PROJECT SUMMARY AMPA-subtype ionotropic glutamate receptors, which mediate fast signaling between neurons and contribute to high cognitive processes, are also implicated in numerous neurological diseases, including Alzheimer's disease, amyotropic lateral sclerosis, epilepsy and ischemia. The ability to regulate AMPA receptors is therefore an important clinical goal. There is, however, an unmet need for drugs to regulate AMPA receptor activity in pathological conditions that indicates a profound gap in our knowledge of AMPA receptor structure and function. Our long-term goal is to understand how AMPA receptor molecular machinery works at the atomic level. We plan to study AMPA receptor structure and function using advances in single-particle cryo- electron microscopy (cryo-EM). Not only can modern cryo-EM reach similar or better resolution than X-ray crystallography, it can also be used as a powerful tool to analyze heterogeneous populations of AMPA receptor particles and extract structural information that belongs to each individual functional conformation. Because of much more economic sample requirements, cryo-EM can also approach complexes of AMPA receptor with transmembrane regulatory subunits, which are hard to produce in large quantities and demonstrate high degree of conformational and stoichiometric heterogeneity and are thus intractable to X-ray crystallography. Our Specific Aims are to (1) elucidate structural basis of AMPA receptor regulation by auxiliary subunits, (2) determine molecular bases of AMPA receptor activation, and (3) establish molecular mechanism of AMPA receptor desensitization. To reach our goals, we will use cryo-EM to obtain structures of rat GluA2 in complex with different auxiliary subunits in the presence of competitive antagonists, agonists and/or positive allosteric modulators. We will use Fluorescence-detection Size Exclusion Chromatography (FSEC) and thermostability assays to assess protein expression, assembly, homogeneity and stability. We will also employ site-directed mutagenesis and electrophysiological recordings to study functional mechanisms and to critically test our structural models. Reaching our research goals will have a significant impact on understanding the mechanisms of excitatory neurotransmission and will provide molecular-level knowledge essential to facilitate design of new drugs to treat neurological diseases.

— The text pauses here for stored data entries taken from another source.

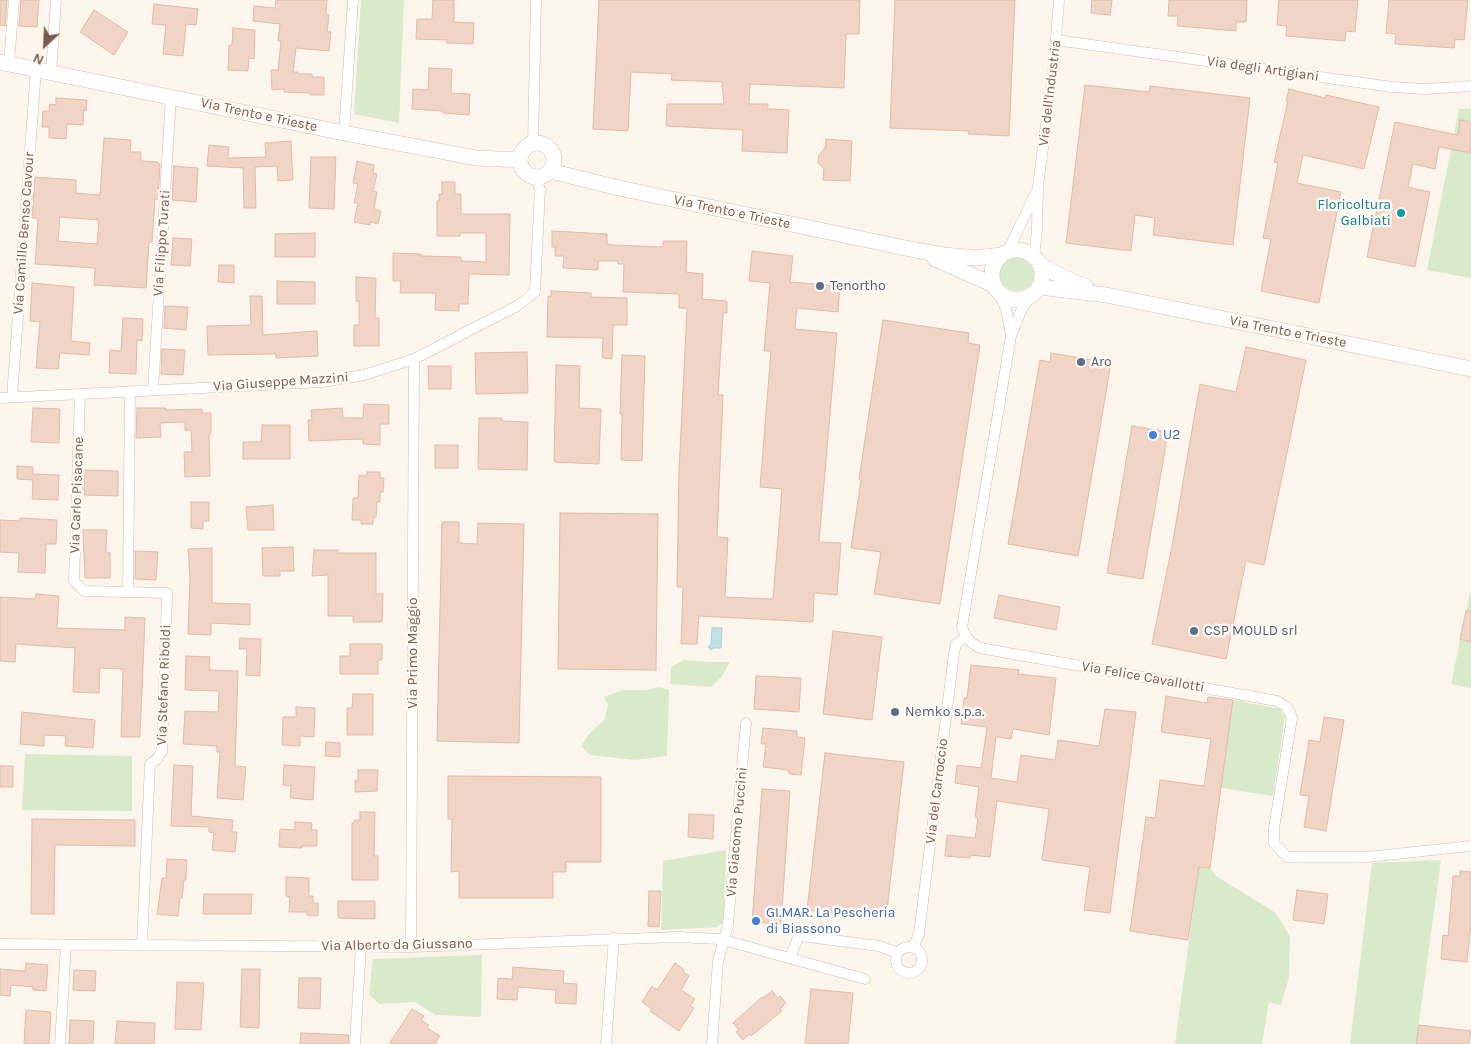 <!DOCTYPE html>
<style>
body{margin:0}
#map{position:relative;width:1471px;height:1044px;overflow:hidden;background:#fcf5ec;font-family:Karla,sans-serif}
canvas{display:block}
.north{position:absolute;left:20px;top:20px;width:50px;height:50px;-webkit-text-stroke:4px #fef9f3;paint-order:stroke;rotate:205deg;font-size:14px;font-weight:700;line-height:20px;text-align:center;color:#775c4f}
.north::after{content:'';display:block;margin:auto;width:18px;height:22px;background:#775c4f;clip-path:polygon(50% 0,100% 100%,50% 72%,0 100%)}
</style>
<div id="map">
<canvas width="1471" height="1044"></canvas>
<div class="north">N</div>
</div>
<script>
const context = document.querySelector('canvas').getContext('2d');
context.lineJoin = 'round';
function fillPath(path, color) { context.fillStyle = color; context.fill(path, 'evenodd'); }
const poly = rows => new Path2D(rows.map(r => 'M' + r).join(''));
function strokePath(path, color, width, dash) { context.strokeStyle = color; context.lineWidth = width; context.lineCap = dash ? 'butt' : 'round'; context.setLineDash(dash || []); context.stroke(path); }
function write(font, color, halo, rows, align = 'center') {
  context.font = font + ' Karla,sans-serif'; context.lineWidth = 5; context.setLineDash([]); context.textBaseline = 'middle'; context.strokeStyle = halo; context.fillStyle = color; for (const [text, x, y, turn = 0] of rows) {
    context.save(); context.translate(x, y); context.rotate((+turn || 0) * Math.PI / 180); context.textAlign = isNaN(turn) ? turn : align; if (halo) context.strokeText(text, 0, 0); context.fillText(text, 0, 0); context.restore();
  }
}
fillPath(poly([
 [361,0,404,0,399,123,354,114],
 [1459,109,1471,109,1471,278,1427,270],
 '999 273a18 18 0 1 1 36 0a18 18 0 1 1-36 0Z',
 [1470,593,1471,593,1471,688,1451,684],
 [684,660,711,662,730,662,723,675,711,687,670,684,671,667],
 [659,687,669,690,667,756,635,760,590,755,581,746,589,734,605,719,608,704,604,697,623,690,645,690],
 [1233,700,1280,709,1285,717,1273,796,1221,788],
 [25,754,132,756,132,811,22,810],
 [726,850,724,922,717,927,661,930,663,861],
 [1441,860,1416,1044,1350,1044,1372,863],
 [1199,867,1210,868,1216,876,1276,913,1290,936,1289,977,1281,1005,1269,1002,1262,1044,1175,1044],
 [482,955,481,1017,436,1015,414,1002,379,1004,369,994,373,959]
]), '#d8eaca');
const water = poly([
 [712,628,722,628,721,648,714,648,711,650,708,647,711,644,712,628]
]);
fillPath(water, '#c1e2e5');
strokePath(water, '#a7d1d7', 1);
const building = poly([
 [0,0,7,0,5,26,0,25,0,0],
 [21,0,39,0,37,27,19,26,21,0],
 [276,0,327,0,326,14,329,15,327,32,331,32,329,51,296,48,293,72,298,72,299,74,312,74,312,77,324,77,324,95,310,95,310,93,284,92,284,89,272,90,271,70,278,70,281,41,278,41,280,24,253,21,254,6,275,8,276,0],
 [433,0,454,0,454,22,474,23,473,44,446,43,447,40,416,39,417,19,432,19,433,0],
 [599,0,860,0,859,34,846,34,844,88,750,84,749,104,768,104,768,109,789,110,787,153,742,151,743,130,666,126,667,104,724,104,722,82,671,80,672,74,631,72,628,131,593,129,599,0],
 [895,0,1015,0,1009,136,968,134,968,131,890,128,895,0],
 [1092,0,1112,0,1110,15,1091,13,1092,0],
 [1169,0,1247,0,1246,22,1236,22,1236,31,1177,26,1178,16,1168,16,1169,0],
 [1279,0,1358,0,1355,32,1346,31,1345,41,1286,36,1287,26,1277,25,1279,0],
 [1389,0,1468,0,1464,40,1455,39,1454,48,1395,44,1396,34,1386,33,1389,0],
 [154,4,198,9,196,25,186,24,183,56,163,54,166,25,152,24,154,4],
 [94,10,128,32,114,55,80,32,94,10],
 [233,28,255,30,254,59,249,58,248,71,228,70,229,45,232,45,233,28],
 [429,68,452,69,451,93,470,94,469,115,443,113,443,111,412,109,413,89,428,90,429,68],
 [1085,85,1149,92,1150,86,1250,98,1233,245,1153,235,1155,218,1135,215,1131,251,1066,243,1085,85],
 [1289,89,1325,98,1326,95,1379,107,1364,169,1303,155,1297,183,1341,192,1319,303,1261,291,1271,239,1263,238,1278,163,1274,162,1288,101,1286,101,1289,89],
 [56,98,87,100,86,111,84,110,83,125,67,124,66,139,49,138,49,127,42,127,43,111,49,111,50,104,56,105,56,98],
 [1460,120,1471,122,1471,153,1439,147,1435,169,1413,164,1408,187,1430,192,1415,267,1367,257,1395,122,1458,135,1460,120],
 [104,138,131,140,130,152,141,152,141,161,158,162,158,164,160,164,158,199,155,199,152,242,149,242,146,288,94,285,95,268,35,264,38,218,32,218,35,177,76,180,76,193,100,195,104,138],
 [60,217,99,220,97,244,58,241,60,217],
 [826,139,852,141,850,181,823,180,824,169,818,163,819,155,825,148,826,139],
 [291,141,293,180,278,181,277,166,255,167,256,208,244,208,243,168,207,166,209,145,229,147,228,158,266,157,265,143,291,141],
 [311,157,336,157,334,209,309,208,311,157],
 [357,161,374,165,373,173,377,174,373,191,377,192,374,209,381,211,378,224,370,222,370,225,354,222,358,203,354,203,358,184,353,183,357,161],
 [174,166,198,168,196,202,172,200,174,166],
 [442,182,455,182,455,194,461,194,461,214,510,214,509,275,469,274,468,304,459,304,459,311,435,310,436,293,400,293,401,281,393,281,393,253,421,254,421,256,461,257,461,261,486,262,486,233,460,233,460,236,437,236,437,201,439,201,439,194,442,194,442,182],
 [552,231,607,234,607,244,613,245,663,247,663,241,687,241,686,272,703,274,702,299,727,301,727,313,723,313,718,395,723,395,717,537,728,538,725,597,773,599,782,489,760,487,771,351,764,351,770,283,749,281,752,251,793,256,790,282,840,286,838,312,797,308,795,329,837,333,819,542,841,543,837,595,814,593,813,622,699,616,697,644,681,644,683,587,677,587,679,471,687,308,679,308,679,294,623,292,624,264,618,264,618,261,598,261,598,270,563,268,564,256,555,256,555,247,552,247,552,231],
 [315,233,315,257,275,257,275,234,315,233],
 [173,238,192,239,190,266,171,265,173,238],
 [219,265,234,265,234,283,218,282,219,265],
 [356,277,376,278,375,318,379,318,379,346,354,346,354,325,359,325,359,301,356,301,356,277],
 [277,281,315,282,315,304,277,304,277,281],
 [32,283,74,287,71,341,90,343,89,355,60,353,58,369,36,368,40,322,30,321,32,283],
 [551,291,591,293,591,297,627,298,627,325,613,325,612,359,602,358,603,338,547,337,548,296,551,297,551,291],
 [250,296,262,296,263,335,317,331,318,356,276,358,276,354,208,355,207,326,251,325,250,296],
 [165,306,188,307,186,330,164,328,165,306],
 [123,318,143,319,142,341,137,340,136,374,109,373,110,350,121,351,123,318],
 [883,320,969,333,968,343,980,345,940,604,874,594,881,552,851,548,861,480,859,479,883,320],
 [1246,347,1306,360,1264,565,1246,561,1226,659,1152,644,1172,546,1200,384,1236,392,1246,347],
 [162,349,185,350,183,375,161,374,162,349],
 [527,352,528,393,476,394,475,353,527,352],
 [1051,353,1111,363,1078,556,1008,544,1040,360,1050,362,1051,353],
 [622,355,645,356,642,461,621,460,622,414,620,414,622,355],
 [556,365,580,366,579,408,601,409,599,464,554,462,556,365],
 [428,366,451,366,451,389,429,389,428,366],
 [364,404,389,405,389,424,380,424,380,445,363,444,363,439,309,441,308,420,312,420,311,410,342,408,343,418,363,418,364,404],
 [33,408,60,409,59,443,31,442,33,408],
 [137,408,166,408,166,410,202,409,202,413,211,413,211,434,209,434,210,476,185,477,184,452,192,452,191,430,185,430,185,422,160,423,161,437,136,438,137,408],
 [479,418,502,418,502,421,528,422,527,470,478,469,479,418],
 [262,425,290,425,290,459,243,459,243,442,261,442,262,425],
 [1132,426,1168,432,1143,579,1107,573,1132,426],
 [435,445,458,445,458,468,435,468,435,445],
 [17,466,33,467,33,474,59,475,58,500,32,499,33,480,17,479,17,466],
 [84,470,118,471,118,496,84,495,84,470],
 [367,472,380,472,380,478,384,478,383,492,380,492,380,502,377,502,376,517,373,517,373,524,361,524,361,520,352,520,353,498,358,498,359,475,366,476,367,472],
 [191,502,209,502,209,521,203,521,203,529,191,528,191,502],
 [273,505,274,530,248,530,246,507,273,505],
 [560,513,658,514,656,670,558,669,560,513],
 [20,518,57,520,56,544,46,544,45,573,18,572,19,553,0,552,0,520,20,521,20,518],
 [442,522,459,522,459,543,477,544,478,523,524,524,519,743,437,741,442,522],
 [83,530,107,530,106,552,110,553,110,578,85,578,83,530],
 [293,547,294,571,280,571,280,576,263,576,262,548,293,547],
 [212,548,212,603,250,604,250,625,211,623,211,635,188,634,190,576,188,549,212,548],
 [314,550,338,550,338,553,376,553,376,594,383,594,382,622,353,622,353,616,328,616,328,575,312,576,314,550],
 [135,551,158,552,156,580,135,579,135,551],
 [36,594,59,596,57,628,125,630,125,617,145,618,140,737,121,737,123,669,100,668,99,693,73,692,75,648,16,644,15,662,0,661,0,597,35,599,36,594],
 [999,595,1060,607,1056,630,994,618,999,595],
 [1466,611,1471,611,1471,642,1460,639,1466,611],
 [833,631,882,637,872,720,823,714,833,631],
 [240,638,261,639,260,676,246,675,247,649,239,649,240,638],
 [350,644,382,644,382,660,378,660,378,674,340,674,340,656,350,656,350,644],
 [186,656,210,657,209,670,238,671,235,766,246,767,243,800,217,798,220,752,217,752,217,746,183,744,185,711,218,712,219,691,185,690,186,656],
 [971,665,1019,670,1018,674,1056,678,1049,735,1013,729,1011,739,996,737,991,778,1017,782,1021,755,1055,760,1058,740,1099,746,1105,709,1136,712,1110,913,1084,910,1090,867,1042,860,1049,809,997,801,990,857,970,855,970,858,945,856,947,835,975,838,978,818,975,817,979,787,955,783,957,765,981,768,983,755,987,727,961,724,964,698,967,698,971,665],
 [756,676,801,678,799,712,754,709,756,676],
 [353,694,373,694,373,735,347,735,347,708,352,708,353,694],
 [1166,696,1207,703,1208,697,1233,700,1210,868,1199,867,1188,940,1130,931,1146,817,1155,818,1160,780,1204,786,1211,739,1161,732,1166,696],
 [296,707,315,708,314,737,300,736,300,746,282,745,283,717,296,717,296,707],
 [22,712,95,720,93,748,65,746,66,736,44,735,44,746,20,744,22,712],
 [1324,717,1344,720,1326,831,1304,827,1309,796,1300,795,1309,740,1320,742,1324,717],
 [763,728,797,731,797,737,805,738,801,775,789,774,789,770,763,767,766,744,761,744,763,728],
 [326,742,340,743,340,757,325,756,326,742],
 [825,753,904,762,886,919,807,910,825,753],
 [174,765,193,766,191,816,233,820,232,832,237,832,235,852,212,850,214,833,209,832,209,827,171,826,174,765],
 [284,765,315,767,313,800,290,798,291,786,283,785,284,765],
 [0,766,13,766,13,787,0,787,0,766],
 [358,770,378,770,377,791,355,792,355,780,358,780,358,770],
 [448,776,601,777,601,862,566,862,566,872,553,872,553,898,459,898,459,871,451,872,452,819,448,819,448,776],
 [762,789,790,791,781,924,752,922,762,789],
 [360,812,375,812,374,856,378,856,378,880,352,880,352,823,354,823,354,820,360,820,360,812],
 [689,814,714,815,713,839,688,837,689,814],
 [32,819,135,820,135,846,55,845,54,914,31,914,32,819],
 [295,822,312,823,311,830,317,830,317,846,302,846,302,848,279,847,280,829,295,830,295,822],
 [167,859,187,860,186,880,184,880,182,898,180,898,178,916,157,914,162,878,166,878,167,859],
 [1460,871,1471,872,1471,926,1467,962,1441,959,1443,935,1448,936,1453,876,1460,876,1460,871],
 [286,877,309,878,309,896,313,896,313,903,318,903,318,916,307,915,307,912,289,912,290,897,286,896,286,877],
 [1297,890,1328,894,1324,924,1293,920,1297,890],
 [649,891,661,891,659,927,648,926,649,891],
 [204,894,252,894,251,914,203,914,204,894],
 [338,901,375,901,375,919,338,918,338,901],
 [26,963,48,965,46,991,33,990,33,987,11,985,10,996,0,995,0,969,25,971,26,963],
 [675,963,684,970,683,972,689,976,681,990,695,999,690,1006,694,1008,679,1031,650,1011,652,1009,642,1002,652,986,657,990,675,963],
 [513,967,564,971,563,983,577,984,576,1004,555,1003,556,990,518,987,517,1000,497,999,498,978,512,979,513,967],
 [242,969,260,969,259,1028,240,1027,242,969],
 [74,970,96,971,95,991,73,990,74,970],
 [299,978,321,978,320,1009,298,1008,299,978],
 [177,982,204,983,201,1030,175,1029,177,982],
 [811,989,853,993,848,1044,805,1044,811,989],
 [772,991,778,998,780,996,786,1003,780,1009,782,1011,751,1036,750,1034,743,1040,736,1032,739,1030,733,1023,762,997,763,998,772,991],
 [412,1009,424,1016,421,1020,429,1025,427,1028,440,1036,435,1044,389,1044,412,1009],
 [26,1010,51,1012,49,1044,24,1044,26,1010],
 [70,1020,94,1021,93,1044,69,1044,70,1020],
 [117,1021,155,1023,154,1044,115,1044,117,1021],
 [1419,1025,1471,1031,1469,1044,1416,1044,1419,1025],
 [301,1033,349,1035,348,1044,300,1044,301,1033]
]);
fillPath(building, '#f0d4c5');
strokePath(building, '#e2baa6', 1);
const street = poly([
 [1056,40,1392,87,1426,89,1471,86],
 [9,63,14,0],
 [51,72,56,0],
 [344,133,353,0],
 [533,144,536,0],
 [1008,251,1036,192],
 [1034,257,1037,230,1038,186,1054,63,1059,0],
 [999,293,1006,309,1011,335],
 [1030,296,1020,313,1011,336,962,627,966,637,972,643,980,648,1277,701,1287,707,1292,718,1274,828,1274,843,1287,857,1367,857,1471,846],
 [153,390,171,96],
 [80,394,74,581,84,591,167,593,162,751,157,759,150,764,142,944],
 [12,397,36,69],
 [0,398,322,382,364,375,414,359,517,306,535,292,540,189,534,176],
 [128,591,130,391],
 [0,944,411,947,677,937,720,939,865,979],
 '896 960a13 13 0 1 1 26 0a13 13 0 1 1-26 0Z',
 [411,947,414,359],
 [913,948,919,934,954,653,956,644,966,637],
 [790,958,798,938,801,936,879,946,898,953],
 [60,1044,66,945],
 [355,1044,361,947],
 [606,1044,614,938],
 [712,1044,718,961,728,925,746,723]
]);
const secondary = poly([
 [0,62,344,133,476,158,520,160],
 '520 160a17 17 0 1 1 34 0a17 17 0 1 1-34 0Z',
 [550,171,619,188,915,250,943,255,976,258,1001,255],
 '992 275a25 25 0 1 1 50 0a25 25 0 1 1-50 0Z',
 [935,259,994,285],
 [1040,265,1063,277,1086,287],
 [1038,288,1048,288,1106,295,1471,369]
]);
strokePath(street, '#cebdb1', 11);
strokePath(secondary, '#d4bfb1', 16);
strokePath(street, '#fff', 10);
strokePath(secondary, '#fff', 15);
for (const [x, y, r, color] of [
 [1401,213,5,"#0f9aa8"],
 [820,286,5,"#5c6f8a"],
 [1081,362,5,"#5c6f8a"],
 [1153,435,5,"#3f7fe0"],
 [1194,631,5,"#5c6f8a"],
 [895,712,5,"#5c6f8a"],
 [756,921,5,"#3f7fe0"]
]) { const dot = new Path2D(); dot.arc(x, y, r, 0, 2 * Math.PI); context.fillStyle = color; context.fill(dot); strokePath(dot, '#fef9f3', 2); }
write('14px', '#775c4f', '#fef9f3', [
 ["Via degli Artigiani",1263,69,8],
 ["Via dell'Industria",1050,93,-83],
 ["Via Trento e Trieste",259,115,12],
 ["Via Trento e Trieste",732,212,12],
 ["Via Camillo Benso Cavour",24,233,-86],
 ["Via Filippo Turati",162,243,-86],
 ["Via Trento e Trieste",1288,332,11],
 ["Via Giuseppe Mazzini",281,382,-4],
 ["Via Carlo Pisacane",77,495,-88],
 ["Via Primo Maggio",413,653,-90],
 ["Via Felice Cavallotti",1143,677,10],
 ["Via Stefano Riboldi",164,685,-88],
 ["Via del Carroccio",937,791,-83],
 ["Via Giacomo Puccini",737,832,-85],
 ["Via Alberto da Giussano",397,945,-1]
]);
write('14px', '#0d838f', '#fef9f3', [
 ["Floricoltura",1391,205],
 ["Galbiati",1391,221]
], 'right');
write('14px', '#4e5e75', '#fef9f3', [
 ["Tenortho",830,286],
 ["Aro",1091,362],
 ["CSP MOULD srl",1204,631],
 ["Nemko s.p.a.",905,712]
], 'left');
write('14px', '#366cbe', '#fef9f3', [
 ["U2",1163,435],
 ["GI.MAR. La Pescheria",766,913],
 ["di Biassono",766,929]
], 'left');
</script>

项目总结 AMPA亚型离子型谷氨酸受体，介导神经元之间的快速信号传递，并在 到高级认知过程，也与许多神经疾病有关，包括阿尔茨海默氏症 疾病、肌萎缩侧索硬化症、癫痫和脑缺血。调节AMPA受体的能力是 因此这是一个重要的临床目标。然而，对调节AMPA受体的药物的需求还没有得到满足。 病理条件下的活性表明我们对AMPA受体结构的了解存在深刻的差距 和功能。我们的长期目标是了解AMPA受体分子机制是如何在 原子水平。我们计划利用单颗粒冷冻技术的进展来研究AMPA受体的结构和功能。 电子显微镜(冷冻-EM)。现代低温EM不仅可以达到与X射线类似或更好的分辨率 结晶学，它也可以作为一个强大的工具来分析AMPA受体的不同群体 并提取属于每个单独功能构象的结构信息。因为. 更经济的样品需求，冷冻-EM还可以接近AMPA受体与 跨膜调节亚基，很难大量生产，表现出很高的 具有一定程度的构象和化学计量的异质性，因此对X射线结晶学来说很难处理。 我们的具体目的是(1)阐明辅助亚基调节AMPA受体的结构基础，(2) 确定AMPA受体激活的分子基础；(3)建立AMPA的分子机制 受体脱敏。为了达到我们的目标，我们将使用冷冻-EM技术获得大鼠GluA2复合体的结构 在竞争性拮抗剂、激动剂和/或正变构存在的情况下具有不同的辅助亚基 调制器。我们将使用荧光检测尺寸排除层析(FSEC)和热稳定性 用于评估蛋白质表达、组装、均质性和稳定性的分析。我们还将采用现场定向 诱变和电生理记录以研究功能机制，并关键地测试我们的 结构模型。实现我们的研究目标将对理解 兴奋性神经传递的机制，并将提供分子水平的必要知识，以促进 设计治疗神经系统疾病的新药。